▼▼▼

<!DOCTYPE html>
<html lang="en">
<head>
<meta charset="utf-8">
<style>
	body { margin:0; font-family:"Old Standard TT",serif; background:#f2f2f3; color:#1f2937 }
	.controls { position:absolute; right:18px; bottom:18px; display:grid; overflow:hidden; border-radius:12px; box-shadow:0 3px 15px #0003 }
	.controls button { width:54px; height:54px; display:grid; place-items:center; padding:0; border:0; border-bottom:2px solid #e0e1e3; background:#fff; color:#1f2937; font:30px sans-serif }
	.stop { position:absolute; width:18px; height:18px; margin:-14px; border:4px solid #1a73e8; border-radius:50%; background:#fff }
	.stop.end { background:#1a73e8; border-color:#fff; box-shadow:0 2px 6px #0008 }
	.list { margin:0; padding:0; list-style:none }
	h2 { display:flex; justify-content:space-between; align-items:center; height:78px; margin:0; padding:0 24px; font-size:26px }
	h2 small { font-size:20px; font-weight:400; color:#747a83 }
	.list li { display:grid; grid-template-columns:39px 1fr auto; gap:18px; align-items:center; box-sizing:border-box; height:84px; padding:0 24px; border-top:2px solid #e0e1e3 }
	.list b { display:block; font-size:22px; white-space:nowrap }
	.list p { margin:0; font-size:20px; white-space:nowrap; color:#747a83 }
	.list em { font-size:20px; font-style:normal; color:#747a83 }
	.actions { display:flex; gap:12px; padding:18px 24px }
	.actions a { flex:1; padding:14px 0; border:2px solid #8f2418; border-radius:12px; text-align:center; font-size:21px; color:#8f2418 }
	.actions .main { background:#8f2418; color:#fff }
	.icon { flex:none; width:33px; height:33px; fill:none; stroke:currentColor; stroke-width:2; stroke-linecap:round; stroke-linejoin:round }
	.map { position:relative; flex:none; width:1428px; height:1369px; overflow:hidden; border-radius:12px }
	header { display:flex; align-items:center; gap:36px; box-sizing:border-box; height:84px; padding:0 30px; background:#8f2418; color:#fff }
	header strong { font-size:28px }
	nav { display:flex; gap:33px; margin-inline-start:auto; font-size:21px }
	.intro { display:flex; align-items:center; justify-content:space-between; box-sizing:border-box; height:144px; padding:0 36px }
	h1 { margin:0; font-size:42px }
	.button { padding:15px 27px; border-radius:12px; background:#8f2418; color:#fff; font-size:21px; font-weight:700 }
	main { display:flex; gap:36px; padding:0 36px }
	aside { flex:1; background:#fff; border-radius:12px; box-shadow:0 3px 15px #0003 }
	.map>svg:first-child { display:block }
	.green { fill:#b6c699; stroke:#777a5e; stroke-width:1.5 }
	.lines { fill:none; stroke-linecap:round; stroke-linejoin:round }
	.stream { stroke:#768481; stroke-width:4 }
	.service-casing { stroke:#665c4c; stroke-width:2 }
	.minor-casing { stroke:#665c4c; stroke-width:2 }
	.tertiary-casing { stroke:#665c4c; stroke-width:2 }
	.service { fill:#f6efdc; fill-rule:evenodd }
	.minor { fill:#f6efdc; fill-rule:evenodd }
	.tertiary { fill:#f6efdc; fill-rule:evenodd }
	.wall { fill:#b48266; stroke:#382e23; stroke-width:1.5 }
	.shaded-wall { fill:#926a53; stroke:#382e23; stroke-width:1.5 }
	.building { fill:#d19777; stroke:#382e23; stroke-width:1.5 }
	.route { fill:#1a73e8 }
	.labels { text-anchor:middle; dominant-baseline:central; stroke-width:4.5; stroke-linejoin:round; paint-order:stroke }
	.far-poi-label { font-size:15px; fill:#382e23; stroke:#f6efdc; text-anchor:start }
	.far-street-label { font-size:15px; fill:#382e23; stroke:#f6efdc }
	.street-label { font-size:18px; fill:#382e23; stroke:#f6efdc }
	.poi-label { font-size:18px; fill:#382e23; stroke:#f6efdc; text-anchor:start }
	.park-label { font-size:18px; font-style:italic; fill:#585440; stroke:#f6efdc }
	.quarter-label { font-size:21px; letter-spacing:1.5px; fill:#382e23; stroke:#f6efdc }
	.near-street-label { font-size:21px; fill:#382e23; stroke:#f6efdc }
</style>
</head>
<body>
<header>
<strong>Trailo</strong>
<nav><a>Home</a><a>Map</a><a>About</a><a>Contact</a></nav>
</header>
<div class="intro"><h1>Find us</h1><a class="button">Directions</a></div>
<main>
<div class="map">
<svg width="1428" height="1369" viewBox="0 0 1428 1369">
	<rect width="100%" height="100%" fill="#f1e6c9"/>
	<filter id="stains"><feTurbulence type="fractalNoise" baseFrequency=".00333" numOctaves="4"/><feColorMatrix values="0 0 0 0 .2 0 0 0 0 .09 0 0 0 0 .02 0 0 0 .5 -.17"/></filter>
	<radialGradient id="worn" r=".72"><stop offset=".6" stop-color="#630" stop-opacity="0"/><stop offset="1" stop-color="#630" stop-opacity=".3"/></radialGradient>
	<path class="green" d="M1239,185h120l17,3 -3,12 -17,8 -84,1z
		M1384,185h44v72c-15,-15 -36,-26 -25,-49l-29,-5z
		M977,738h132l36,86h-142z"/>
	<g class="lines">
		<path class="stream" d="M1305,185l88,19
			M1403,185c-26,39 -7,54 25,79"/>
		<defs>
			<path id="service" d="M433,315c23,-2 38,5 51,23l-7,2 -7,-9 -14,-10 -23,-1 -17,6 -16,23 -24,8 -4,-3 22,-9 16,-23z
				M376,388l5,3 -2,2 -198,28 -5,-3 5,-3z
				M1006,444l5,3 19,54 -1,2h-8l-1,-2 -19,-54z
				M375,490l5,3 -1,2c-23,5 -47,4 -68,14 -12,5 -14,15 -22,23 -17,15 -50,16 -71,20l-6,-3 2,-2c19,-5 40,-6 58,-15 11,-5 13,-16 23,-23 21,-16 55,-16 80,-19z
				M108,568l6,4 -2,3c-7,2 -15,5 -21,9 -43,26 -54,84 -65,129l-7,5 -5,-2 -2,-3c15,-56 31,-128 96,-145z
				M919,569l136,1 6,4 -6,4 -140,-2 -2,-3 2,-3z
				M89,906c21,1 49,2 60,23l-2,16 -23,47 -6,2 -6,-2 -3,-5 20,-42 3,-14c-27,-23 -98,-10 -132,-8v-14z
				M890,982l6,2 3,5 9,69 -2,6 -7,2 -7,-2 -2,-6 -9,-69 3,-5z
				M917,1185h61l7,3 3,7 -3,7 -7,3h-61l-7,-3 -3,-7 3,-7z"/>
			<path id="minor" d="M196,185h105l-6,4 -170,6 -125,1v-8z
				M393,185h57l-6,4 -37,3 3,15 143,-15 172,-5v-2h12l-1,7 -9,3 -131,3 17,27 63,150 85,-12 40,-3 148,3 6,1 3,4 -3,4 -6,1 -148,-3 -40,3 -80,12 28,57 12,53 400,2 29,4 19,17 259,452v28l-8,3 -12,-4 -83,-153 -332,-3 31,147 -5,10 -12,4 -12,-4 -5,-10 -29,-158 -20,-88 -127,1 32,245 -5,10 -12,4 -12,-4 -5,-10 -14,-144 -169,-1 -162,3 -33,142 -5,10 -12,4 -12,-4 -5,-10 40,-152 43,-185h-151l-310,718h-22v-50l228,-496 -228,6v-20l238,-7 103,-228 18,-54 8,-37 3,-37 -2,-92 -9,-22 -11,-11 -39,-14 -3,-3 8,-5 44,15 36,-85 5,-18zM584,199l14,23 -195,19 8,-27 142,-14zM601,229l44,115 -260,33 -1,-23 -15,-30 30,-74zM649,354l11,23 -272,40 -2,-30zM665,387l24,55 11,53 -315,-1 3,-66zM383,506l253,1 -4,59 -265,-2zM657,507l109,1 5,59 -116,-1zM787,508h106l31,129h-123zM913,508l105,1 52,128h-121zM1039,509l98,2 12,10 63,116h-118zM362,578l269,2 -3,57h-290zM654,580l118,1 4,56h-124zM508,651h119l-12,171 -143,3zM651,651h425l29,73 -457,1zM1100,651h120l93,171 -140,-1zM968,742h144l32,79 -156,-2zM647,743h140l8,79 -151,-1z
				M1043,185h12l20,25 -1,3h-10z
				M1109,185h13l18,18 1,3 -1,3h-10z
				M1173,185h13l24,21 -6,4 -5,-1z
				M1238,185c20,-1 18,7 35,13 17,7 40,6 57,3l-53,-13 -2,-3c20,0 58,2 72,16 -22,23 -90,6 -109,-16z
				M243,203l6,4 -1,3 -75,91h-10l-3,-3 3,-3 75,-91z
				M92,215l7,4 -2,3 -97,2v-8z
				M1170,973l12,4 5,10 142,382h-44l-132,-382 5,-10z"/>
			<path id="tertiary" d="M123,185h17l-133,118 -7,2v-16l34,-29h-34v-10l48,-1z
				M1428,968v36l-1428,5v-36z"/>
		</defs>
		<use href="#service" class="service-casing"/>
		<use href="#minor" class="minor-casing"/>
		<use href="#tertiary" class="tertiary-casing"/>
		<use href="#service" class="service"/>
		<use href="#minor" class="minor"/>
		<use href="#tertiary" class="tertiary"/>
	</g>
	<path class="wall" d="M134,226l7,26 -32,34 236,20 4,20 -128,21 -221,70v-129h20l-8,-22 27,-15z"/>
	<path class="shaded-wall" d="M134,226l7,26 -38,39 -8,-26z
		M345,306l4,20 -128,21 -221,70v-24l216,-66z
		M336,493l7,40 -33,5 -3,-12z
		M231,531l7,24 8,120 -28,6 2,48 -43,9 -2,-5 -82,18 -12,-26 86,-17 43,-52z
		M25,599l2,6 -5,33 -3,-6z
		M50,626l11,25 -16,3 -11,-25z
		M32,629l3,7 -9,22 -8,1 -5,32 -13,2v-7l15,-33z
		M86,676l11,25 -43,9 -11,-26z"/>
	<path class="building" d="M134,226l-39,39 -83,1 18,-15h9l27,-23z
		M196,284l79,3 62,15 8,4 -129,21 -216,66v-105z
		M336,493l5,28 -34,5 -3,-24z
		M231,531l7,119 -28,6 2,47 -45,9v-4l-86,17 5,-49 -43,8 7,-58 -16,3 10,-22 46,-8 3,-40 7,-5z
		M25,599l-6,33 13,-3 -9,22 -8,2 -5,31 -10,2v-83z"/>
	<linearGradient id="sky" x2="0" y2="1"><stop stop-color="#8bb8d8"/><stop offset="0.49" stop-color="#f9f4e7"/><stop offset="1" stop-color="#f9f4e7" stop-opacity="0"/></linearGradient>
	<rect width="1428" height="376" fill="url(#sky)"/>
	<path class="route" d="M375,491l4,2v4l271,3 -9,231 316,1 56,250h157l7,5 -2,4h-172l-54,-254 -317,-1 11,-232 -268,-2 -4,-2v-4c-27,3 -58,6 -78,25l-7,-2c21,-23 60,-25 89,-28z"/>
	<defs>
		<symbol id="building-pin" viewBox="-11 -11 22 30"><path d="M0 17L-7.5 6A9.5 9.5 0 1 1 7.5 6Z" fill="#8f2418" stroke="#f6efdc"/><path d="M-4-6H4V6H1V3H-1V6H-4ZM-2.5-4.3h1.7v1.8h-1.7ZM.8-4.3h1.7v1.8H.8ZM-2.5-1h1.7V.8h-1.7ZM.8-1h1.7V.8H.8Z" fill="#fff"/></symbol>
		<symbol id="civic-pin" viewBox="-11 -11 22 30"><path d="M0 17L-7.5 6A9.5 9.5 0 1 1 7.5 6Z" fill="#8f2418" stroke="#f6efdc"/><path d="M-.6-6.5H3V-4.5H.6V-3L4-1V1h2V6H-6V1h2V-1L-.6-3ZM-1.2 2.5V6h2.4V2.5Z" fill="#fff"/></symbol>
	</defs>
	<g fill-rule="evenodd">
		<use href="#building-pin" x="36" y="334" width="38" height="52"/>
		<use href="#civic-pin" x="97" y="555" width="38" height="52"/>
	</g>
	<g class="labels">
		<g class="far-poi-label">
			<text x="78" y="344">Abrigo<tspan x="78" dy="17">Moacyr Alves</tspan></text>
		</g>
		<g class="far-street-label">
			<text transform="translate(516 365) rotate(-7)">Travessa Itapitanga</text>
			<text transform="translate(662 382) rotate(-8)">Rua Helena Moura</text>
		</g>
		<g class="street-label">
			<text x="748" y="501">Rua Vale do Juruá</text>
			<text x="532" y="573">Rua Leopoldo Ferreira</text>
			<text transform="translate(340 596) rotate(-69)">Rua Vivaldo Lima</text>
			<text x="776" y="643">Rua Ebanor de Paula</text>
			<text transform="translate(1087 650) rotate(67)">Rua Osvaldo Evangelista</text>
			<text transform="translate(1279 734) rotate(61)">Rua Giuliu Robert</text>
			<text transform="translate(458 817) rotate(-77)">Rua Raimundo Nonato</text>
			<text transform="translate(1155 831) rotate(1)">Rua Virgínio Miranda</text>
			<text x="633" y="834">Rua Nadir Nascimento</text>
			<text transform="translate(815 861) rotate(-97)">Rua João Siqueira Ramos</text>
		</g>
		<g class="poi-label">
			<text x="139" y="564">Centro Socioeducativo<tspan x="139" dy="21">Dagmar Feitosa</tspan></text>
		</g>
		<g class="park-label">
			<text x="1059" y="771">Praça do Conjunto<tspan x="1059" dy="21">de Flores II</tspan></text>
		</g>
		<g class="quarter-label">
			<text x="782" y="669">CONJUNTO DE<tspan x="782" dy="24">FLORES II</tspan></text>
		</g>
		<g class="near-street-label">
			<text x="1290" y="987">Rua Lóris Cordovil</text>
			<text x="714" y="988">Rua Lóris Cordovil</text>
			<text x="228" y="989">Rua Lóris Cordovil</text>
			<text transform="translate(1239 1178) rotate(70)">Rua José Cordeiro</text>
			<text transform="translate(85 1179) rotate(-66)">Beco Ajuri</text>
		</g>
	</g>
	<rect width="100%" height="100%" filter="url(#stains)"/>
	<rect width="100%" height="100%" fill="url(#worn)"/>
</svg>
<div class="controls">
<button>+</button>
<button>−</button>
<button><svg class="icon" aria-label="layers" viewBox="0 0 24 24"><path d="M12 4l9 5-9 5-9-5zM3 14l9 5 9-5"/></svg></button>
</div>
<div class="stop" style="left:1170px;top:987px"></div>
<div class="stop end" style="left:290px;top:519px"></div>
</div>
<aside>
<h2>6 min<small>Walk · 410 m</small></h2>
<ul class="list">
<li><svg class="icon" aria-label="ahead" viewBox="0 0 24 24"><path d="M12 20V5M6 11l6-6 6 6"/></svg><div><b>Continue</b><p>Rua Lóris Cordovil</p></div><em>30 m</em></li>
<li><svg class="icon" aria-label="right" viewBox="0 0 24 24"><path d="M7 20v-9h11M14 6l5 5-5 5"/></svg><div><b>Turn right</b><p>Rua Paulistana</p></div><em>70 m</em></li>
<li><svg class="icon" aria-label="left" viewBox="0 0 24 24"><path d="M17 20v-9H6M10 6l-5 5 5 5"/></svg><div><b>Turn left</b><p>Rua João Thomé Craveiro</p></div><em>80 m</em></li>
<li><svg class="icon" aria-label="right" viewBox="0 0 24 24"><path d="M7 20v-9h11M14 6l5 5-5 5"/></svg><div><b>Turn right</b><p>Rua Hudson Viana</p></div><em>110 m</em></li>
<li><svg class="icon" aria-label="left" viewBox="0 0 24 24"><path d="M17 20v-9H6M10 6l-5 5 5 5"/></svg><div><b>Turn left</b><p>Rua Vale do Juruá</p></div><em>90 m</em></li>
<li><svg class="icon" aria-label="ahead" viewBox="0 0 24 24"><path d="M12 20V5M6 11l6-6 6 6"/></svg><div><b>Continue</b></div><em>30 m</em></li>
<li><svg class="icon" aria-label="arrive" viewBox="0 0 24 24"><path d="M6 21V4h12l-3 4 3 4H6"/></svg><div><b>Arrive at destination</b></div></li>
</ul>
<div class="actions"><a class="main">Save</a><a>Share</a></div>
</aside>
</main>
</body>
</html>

▲▲▲

» What the task requires
Based on the material above, how many lines contain the string "nowrap"? State the number alone.

» Reply
2